What you should do:
Word for word, repeat the lines of the records from the first line up to and including the line that contains "2px #574537) drop-shadow(0", passing over any pictures.

Available data:
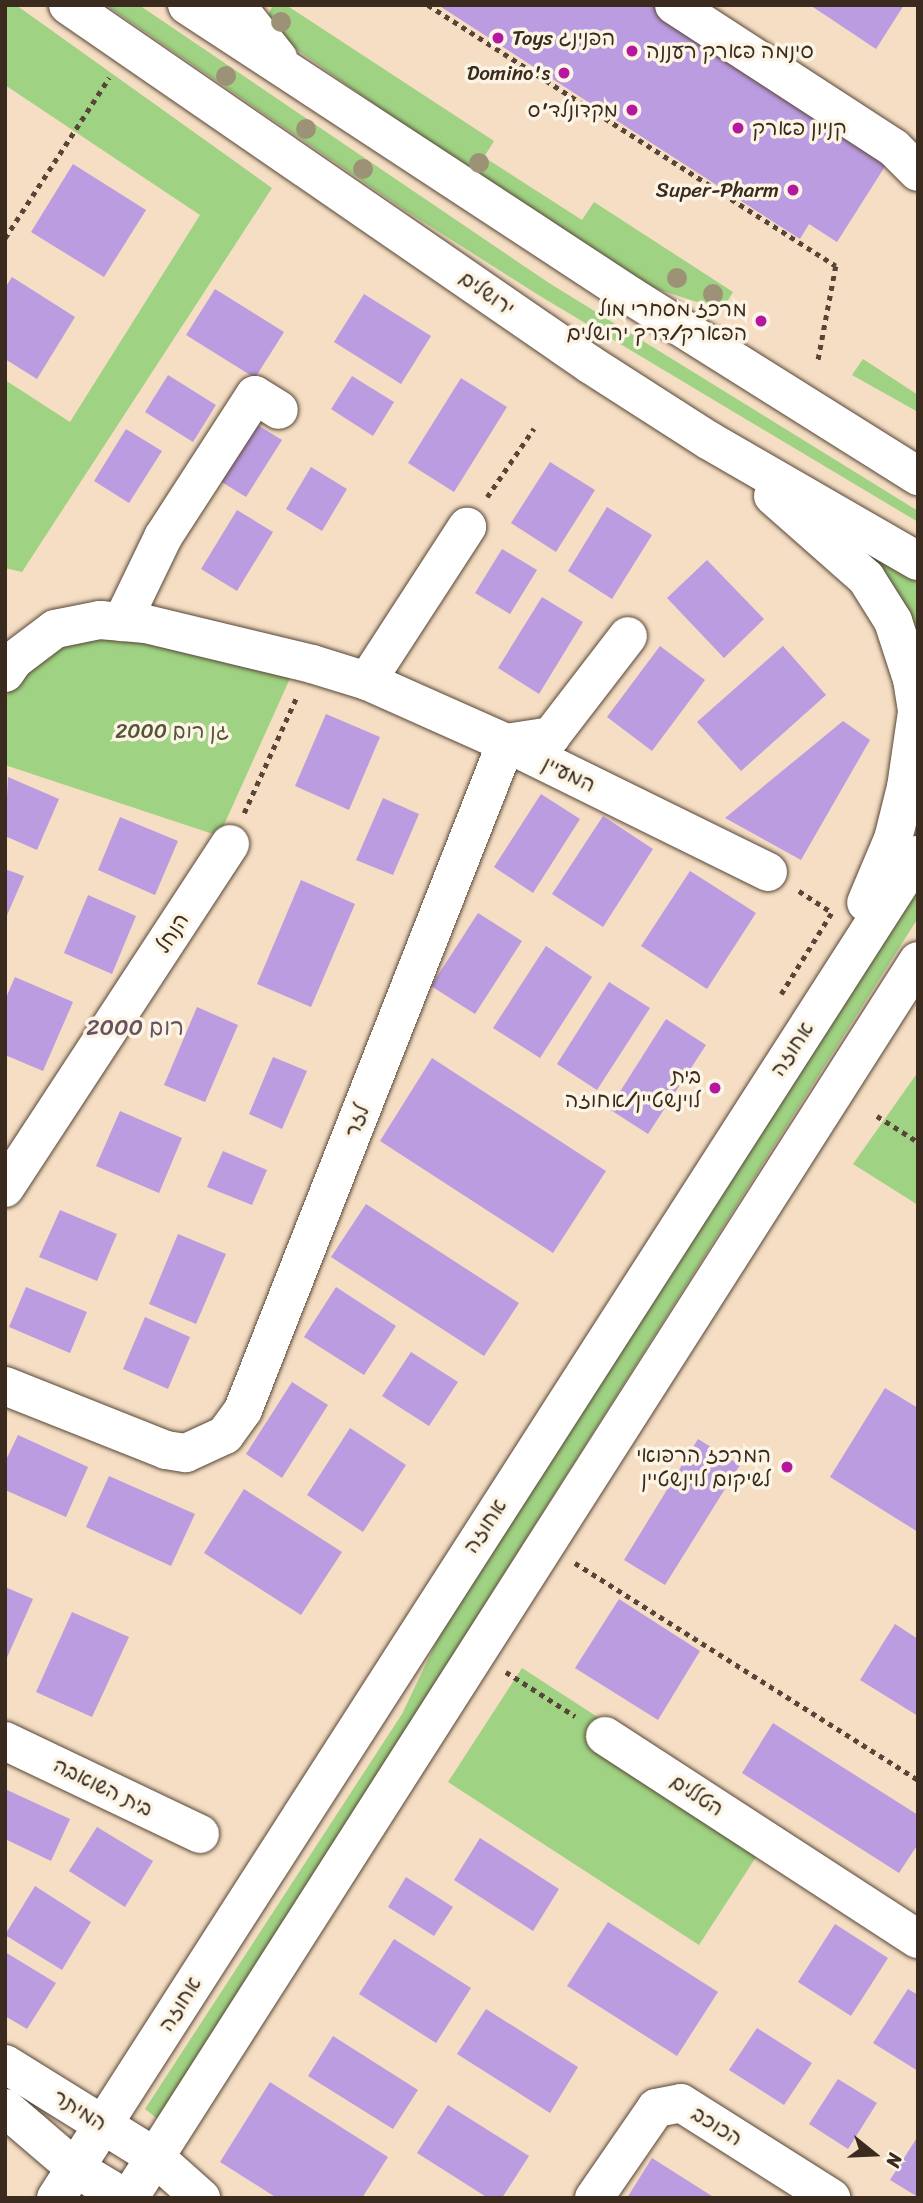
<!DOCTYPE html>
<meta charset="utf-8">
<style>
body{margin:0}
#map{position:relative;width:923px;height:2203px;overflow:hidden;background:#f5dec3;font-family:Sriracha,"Playpen Sans Hebrew",sans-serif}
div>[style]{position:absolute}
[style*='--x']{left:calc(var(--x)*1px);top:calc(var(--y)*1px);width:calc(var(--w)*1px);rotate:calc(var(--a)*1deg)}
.green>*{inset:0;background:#9fd282}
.building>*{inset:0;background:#bc9ce1}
.path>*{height:4.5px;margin-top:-2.25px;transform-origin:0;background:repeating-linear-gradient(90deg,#574537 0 5px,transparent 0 10px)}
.roads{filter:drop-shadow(0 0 2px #574537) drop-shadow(0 0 2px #574537)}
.minor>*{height:38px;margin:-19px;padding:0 19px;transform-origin:19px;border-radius:19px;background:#fff}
.major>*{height:38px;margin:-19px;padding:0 19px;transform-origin:19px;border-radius:19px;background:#fff}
.trees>*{width:20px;height:20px;margin:-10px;border-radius:50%;background:#9c9276}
.dots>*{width:19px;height:19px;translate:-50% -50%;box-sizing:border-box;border:4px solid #fcf5e5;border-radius:50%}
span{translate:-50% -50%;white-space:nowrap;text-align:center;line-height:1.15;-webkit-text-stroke:7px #fcf5e5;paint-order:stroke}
.poi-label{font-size:21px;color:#3b2a1e}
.left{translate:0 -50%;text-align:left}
.right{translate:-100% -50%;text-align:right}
.street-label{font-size:21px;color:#3b2a1e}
.park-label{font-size:21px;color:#545437}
.neighbourhood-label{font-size:23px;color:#685262}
.frame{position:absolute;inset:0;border:7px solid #3b2a1e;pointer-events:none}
.north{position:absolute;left:839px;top:2119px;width:70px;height:70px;-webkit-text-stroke:5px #fcf5e5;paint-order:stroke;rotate:108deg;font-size:19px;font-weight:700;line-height:28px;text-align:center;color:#3b2a1e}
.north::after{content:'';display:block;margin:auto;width:24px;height:32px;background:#3b2a1e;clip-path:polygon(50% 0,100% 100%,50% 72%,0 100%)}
</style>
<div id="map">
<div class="green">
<i style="clip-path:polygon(5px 5px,16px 5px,272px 188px,22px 572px,5px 568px,5px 380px,70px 422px,200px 215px,5px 85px)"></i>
<i style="clip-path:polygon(106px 5px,139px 5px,549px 283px,918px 511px,918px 522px,540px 296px,406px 211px)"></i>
<i style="clip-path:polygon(273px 5px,286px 5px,494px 141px,484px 157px,582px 220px,594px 202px,733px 292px,722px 310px,644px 285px,595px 259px,263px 26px)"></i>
<i style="clip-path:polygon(863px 359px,918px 395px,918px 412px,852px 375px)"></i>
<i style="clip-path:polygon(855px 544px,918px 583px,918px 656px)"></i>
<i style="clip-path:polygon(104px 632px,292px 674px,219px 836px,5px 765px,5px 699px,20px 673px,64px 637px)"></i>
<i style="clip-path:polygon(918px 878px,918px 918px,159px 2120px,145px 2109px,402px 1714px,454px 1605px)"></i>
<i style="clip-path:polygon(918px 1072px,918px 1205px,853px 1164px)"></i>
<i style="clip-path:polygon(522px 1668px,773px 1831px,699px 1945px,448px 1782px)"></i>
</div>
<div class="building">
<i style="clip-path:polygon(438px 5px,656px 5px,891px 157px,837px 242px,809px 224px,800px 239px)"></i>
<i style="clip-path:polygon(810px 5px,904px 5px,876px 49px)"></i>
<i style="clip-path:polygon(73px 164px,146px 210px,104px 277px,31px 232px)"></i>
<i style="clip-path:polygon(12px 277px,75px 317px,37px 379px,5px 359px,5px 288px)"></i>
<i style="clip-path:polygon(215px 289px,284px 332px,255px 378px,186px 335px)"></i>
<i style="clip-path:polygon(364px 294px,431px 336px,401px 384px,334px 342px)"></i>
<i style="clip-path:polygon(168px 375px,216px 405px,193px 442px,145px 412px)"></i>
<i style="clip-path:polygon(352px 376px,394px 402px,373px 436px,331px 409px)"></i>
<i style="clip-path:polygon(461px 378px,507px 407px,454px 492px,408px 463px)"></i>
<i style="clip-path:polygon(256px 424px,282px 440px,246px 497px,220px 481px)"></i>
<i style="clip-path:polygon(126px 429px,162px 451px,129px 503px,94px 481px)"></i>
<i style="clip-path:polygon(550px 462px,595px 490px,556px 552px,511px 523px)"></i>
<i style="clip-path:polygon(311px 467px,347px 489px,322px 531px,286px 509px)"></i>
<i style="clip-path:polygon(607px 507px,652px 535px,612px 599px,568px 571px)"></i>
<i style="clip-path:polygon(237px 510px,273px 532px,237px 591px,201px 569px)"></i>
<i style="clip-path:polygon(502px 549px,537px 570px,510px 614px,475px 593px)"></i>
<i style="clip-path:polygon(707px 560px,764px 619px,724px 658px,667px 598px)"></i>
<i style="clip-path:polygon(542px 597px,583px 622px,539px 694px,498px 668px)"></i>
<i style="clip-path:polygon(660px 646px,705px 680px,652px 751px,607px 717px)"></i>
<i style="clip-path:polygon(783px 646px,826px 695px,741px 771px,697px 722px)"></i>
<i style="clip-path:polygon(326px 714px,380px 737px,349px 810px,295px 786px)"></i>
<i style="clip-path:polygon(843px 721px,870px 740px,801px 860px,725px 818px)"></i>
<i style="clip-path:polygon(8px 777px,59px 799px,37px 850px,5px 836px)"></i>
<i style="clip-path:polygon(541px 794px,580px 819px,533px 893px,494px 867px)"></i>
<i style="clip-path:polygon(383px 798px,419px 814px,393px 875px,356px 860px)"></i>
<i style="clip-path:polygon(603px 816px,653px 849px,603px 927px,552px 894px)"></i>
<i style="clip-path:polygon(120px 817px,178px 841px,155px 895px,98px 870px)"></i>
<i style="clip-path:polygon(5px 869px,24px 876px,5px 920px)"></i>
<i style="clip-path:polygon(690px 871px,756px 913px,707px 989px,641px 946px)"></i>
<i style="clip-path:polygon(301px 880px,355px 904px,311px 1007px,257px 984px)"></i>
<i style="clip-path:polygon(88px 895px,136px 916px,112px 974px,64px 953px)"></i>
<i style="clip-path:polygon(478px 913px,522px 941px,475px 1014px,431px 986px)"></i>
<i style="clip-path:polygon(546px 946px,592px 977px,540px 1058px,493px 1028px)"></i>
<i style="clip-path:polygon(15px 977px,73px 1002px,43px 1071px,5px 1055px,5px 1000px)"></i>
<i style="clip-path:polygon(609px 982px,650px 1008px,597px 1090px,557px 1064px)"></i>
<i style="clip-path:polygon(197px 1007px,238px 1025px,205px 1102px,164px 1085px)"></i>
<i style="clip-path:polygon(666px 1019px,706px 1045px,648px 1134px,609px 1109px)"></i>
<i style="clip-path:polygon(273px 1057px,307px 1071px,282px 1129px,249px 1114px)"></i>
<i style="clip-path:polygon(432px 1058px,606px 1171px,553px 1253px,380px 1141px)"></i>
<i style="clip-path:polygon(120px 1111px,182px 1138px,159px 1193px,96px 1166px)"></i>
<i style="clip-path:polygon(223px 1151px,267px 1170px,252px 1205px,207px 1187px)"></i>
<i style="clip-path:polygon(366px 1204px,519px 1303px,484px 1356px,331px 1257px)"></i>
<i style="clip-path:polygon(60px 1210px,117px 1234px,97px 1281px,39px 1257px)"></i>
<i style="clip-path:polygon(178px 1234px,226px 1254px,196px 1324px,149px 1304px)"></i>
<i style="clip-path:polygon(26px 1287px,87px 1312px,70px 1353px,9px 1327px)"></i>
<i style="clip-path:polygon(336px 1287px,396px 1326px,364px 1375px,304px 1337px)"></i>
<i style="clip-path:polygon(145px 1317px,190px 1337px,168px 1389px,123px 1369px)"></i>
<i style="clip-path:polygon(411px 1352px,458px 1382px,429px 1426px,382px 1396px)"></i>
<i style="clip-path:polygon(292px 1382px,328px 1405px,282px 1478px,246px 1454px)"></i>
<i style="clip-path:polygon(885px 1388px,918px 1408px,918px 1532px,830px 1477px)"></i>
<i style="clip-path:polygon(350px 1428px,406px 1465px,363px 1532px,307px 1495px)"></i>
<i style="clip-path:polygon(18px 1435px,88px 1467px,66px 1517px,5px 1490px,5px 1462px)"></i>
<i style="clip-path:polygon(698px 1439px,740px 1465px,665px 1585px,624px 1560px)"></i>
<i style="clip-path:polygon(109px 1476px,195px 1514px,171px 1566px,86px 1527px)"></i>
<i style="clip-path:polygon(244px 1489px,342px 1552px,301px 1615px,204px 1553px)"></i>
<i style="clip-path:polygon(5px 1587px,33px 1599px,5px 1662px)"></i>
<i style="clip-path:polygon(619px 1599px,700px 1651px,658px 1720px,575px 1668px)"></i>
<i style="clip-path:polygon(72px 1612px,129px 1637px,92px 1717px,36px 1692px)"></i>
<i style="clip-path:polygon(895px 1624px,918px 1639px,918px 1716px,860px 1680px)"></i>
<i style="clip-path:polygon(773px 1723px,918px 1815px,918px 1844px,899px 1873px,742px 1773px)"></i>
<i style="clip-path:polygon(5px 1789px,70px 1819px,51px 1861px,5px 1839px)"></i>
<i style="clip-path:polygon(97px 1827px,153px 1861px,125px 1907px,69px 1871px)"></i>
<i style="clip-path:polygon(480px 1838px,559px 1889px,533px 1931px,454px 1880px)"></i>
<i style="clip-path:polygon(406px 1877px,453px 1907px,434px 1936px,388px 1907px)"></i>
<i style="clip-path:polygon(35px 1886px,91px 1922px,62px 1970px,5px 1935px)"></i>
<i style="clip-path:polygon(608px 1922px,718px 1992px,677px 2056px,567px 1986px)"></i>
<i style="clip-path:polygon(835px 1924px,888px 1958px,851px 2016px,798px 1982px)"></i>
<i style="clip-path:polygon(394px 1939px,471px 1988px,436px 2043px,359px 1994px)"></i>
<i style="clip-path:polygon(5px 1952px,56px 1983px,27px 2029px,5px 2016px)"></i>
<i style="clip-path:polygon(908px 1989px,918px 1995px,918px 2071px,873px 2043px)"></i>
<i style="clip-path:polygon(486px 2009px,578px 2067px,550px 2113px,457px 2054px)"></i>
<i style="clip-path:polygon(757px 2028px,812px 2063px,784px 2105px,729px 2070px)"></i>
<i style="clip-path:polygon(333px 2036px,418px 2090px,393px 2129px,308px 2076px)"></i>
<i style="clip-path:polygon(838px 2079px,877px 2103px,848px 2149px,809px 2124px)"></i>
<i style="clip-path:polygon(270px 2082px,388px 2157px,362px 2198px,277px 2198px,220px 2162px)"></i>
<i style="clip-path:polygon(448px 2105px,529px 2156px,502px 2198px,488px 2198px,417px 2153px)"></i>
<i style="clip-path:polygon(918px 2136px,918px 2197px,890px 2180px)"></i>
<i style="clip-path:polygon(652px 2158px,715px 2198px,627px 2198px)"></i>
</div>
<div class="path">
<i style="--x:428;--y:5;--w:484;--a:32.6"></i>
<i style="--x:836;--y:266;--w:97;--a:100.7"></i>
<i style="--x:5;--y:238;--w:191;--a:-57"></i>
<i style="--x:487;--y:497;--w:83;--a:-55.7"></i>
<i style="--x:244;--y:813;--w:128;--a:-65.6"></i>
<i style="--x:799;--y:891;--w:37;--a:33"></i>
<i style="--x:781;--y:994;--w:97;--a:-58.1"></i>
<i style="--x:877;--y:1116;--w:49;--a:32.4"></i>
<i style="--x:575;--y:1563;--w:406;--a:32.3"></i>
<i style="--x:506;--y:1672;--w:82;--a:32.5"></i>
</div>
<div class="roads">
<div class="minor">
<i style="--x:236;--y:5;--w:68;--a:51.6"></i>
<i style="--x:674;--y:5;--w:262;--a:33"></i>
<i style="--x:894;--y:148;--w:34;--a:45"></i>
<i style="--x:122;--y:622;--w:94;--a:-64.2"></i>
<i style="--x:163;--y:537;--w:169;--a:-57.1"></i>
<i style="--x:255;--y:395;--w:28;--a:32"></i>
<i style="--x:5;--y:673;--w:16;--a:-55"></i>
<i style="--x:14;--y:660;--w:51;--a:-37.1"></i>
<i style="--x:55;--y:629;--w:46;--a:-11.3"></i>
<i style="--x:100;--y:620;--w:46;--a:5"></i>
<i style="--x:146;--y:624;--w:171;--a:13.5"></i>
<i style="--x:312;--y:664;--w:58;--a:17.2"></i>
<i style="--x:367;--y:681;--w:152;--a:24"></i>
<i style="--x:506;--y:743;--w:292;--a:26.2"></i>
<i style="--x:367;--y:681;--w:184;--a:-57"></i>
<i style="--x:506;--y:743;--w:46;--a:-8.8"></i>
<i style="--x:551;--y:736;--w:126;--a:-52.4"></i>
<i style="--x:5;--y:1188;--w:411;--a:-56.8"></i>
<i style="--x:5;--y:1386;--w:173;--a:21.7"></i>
<i style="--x:166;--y:1450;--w:20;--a:9"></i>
<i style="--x:186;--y:1453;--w:43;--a:-24.8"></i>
<i style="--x:225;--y:1435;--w:31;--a:-54"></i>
<i style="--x:243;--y:1410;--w:717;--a:-68.48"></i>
<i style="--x:605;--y:1736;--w:373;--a:33"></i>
<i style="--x:5;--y:1741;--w:216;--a:25.5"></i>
<i style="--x:5;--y:2064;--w:176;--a:31.8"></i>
<i style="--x:155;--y:2157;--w:62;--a:41.7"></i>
<i style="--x:5;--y:2108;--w:92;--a:40.6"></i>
<i style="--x:75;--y:2168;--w:58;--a:31"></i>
<i style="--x:594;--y:2198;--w:109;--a:-55.4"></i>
<i style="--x:656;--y:2108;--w:25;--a:-11"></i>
<i style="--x:681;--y:2103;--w:178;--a:32.3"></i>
</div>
<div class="major">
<i style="--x:68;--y:5;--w:635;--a:34.54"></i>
<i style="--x:591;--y:365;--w:139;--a:32.7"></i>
<i style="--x:708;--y:440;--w:242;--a:30"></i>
<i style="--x:187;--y:5;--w:531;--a:33.24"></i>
<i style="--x:631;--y:296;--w:339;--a:32.1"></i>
<i style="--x:773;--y:496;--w:124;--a:41.4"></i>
<i style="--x:866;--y:578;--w:51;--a:57.9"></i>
<i style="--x:893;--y:621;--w:61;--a:71.9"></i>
<i style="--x:912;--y:679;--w:33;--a:81"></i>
<i style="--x:917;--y:712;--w:76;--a:98.3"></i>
<i style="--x:906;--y:787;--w:54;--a:104"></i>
<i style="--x:893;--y:839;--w:69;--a:112.9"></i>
<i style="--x:56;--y:2198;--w:1596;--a:-57.31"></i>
<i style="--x:129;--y:2198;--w:1467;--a:-57.47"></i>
</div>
</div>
<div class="trees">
<i style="left:281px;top:22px"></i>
<i style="left:226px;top:76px"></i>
<i style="left:306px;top:129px"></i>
<i style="left:479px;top:163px"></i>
<i style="left:363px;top:169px"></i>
<i style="left:677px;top:278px"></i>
<i style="left:713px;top:294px"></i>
</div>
<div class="dots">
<i style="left:498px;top:38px;background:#b5179e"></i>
<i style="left:632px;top:51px;background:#b5179e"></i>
<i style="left:564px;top:73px;background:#b5179e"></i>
<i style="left:632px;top:110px;background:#b5179e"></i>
<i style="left:738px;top:128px;background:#b5179e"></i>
<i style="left:793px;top:190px;background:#b5179e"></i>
<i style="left:761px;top:321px;background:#b5179e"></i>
<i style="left:715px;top:1088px;background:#b5179e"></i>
<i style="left:787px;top:1467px;background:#b5179e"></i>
</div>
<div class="poi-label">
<span class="left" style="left:512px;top:38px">Toys הפנינג</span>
<span class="left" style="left:646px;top:51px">סינמה פארק רעננה</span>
<span class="right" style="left:550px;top:73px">Domino's</span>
<span class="right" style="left:618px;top:110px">מקדונלד'ס</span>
<span class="left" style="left:752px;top:128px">קניון פארק</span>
<span class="right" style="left:779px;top:190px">Super-Pharm</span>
<span class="right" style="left:747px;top:321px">מרכז מסחרי מול<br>הפארק/דרך ירושלים</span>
<span class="right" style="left:701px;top:1088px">בית<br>לוינשטיין/אחוזה</span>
<span class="right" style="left:771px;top:1467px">המרכז הרפואי<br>לשיקום לוינשטיין</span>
</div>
<div class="street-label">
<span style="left:487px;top:293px;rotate:35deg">ירושלים</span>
<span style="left:569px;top:774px;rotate:26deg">המעיין</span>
<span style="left:172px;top:933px;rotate:-57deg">הנחל</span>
<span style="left:792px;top:1049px;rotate:-57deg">אחוזה</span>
<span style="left:357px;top:1121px;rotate:-68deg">לזר</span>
<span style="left:485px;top:1526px;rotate:-57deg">אחוזה</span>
<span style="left:103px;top:1787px;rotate:26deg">בית השואבה</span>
<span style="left:697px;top:1795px;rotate:33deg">הטללים</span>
<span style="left:180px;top:2004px;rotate:-58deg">אחוזה</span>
<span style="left:80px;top:2110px;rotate:32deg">המיתר</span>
<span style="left:717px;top:2126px;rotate:32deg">הכוכב</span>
</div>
<div class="park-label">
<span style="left:172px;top:731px">גן רום 2000</span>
</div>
<div class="neighbourhood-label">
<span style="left:135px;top:1028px">רום 2000</span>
</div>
<div class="frame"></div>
<div class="north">N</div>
</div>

Result:
<!DOCTYPE html>
<meta charset="utf-8">
<style>
body{margin:0}
#map{position:relative;width:923px;height:2203px;overflow:hidden;background:#f5dec3;font-family:Sriracha,"Playpen Sans Hebrew",sans-serif}
div>[style]{position:absolute}
[style*='--x']{left:calc(var(--x)*1px);top:calc(var(--y)*1px);width:calc(var(--w)*1px);rotate:calc(var(--a)*1deg)}
.green>*{inset:0;background:#9fd282}
.building>*{inset:0;background:#bc9ce1}
.path>*{height:4.5px;margin-top:-2.25px;transform-origin:0;background:repeating-linear-gradient(90deg,#574537 0 5px,transparent 0 10px)}
.roads{filter:drop-shadow(0 0 2px #574537) drop-shadow(0 0 2px #574537)}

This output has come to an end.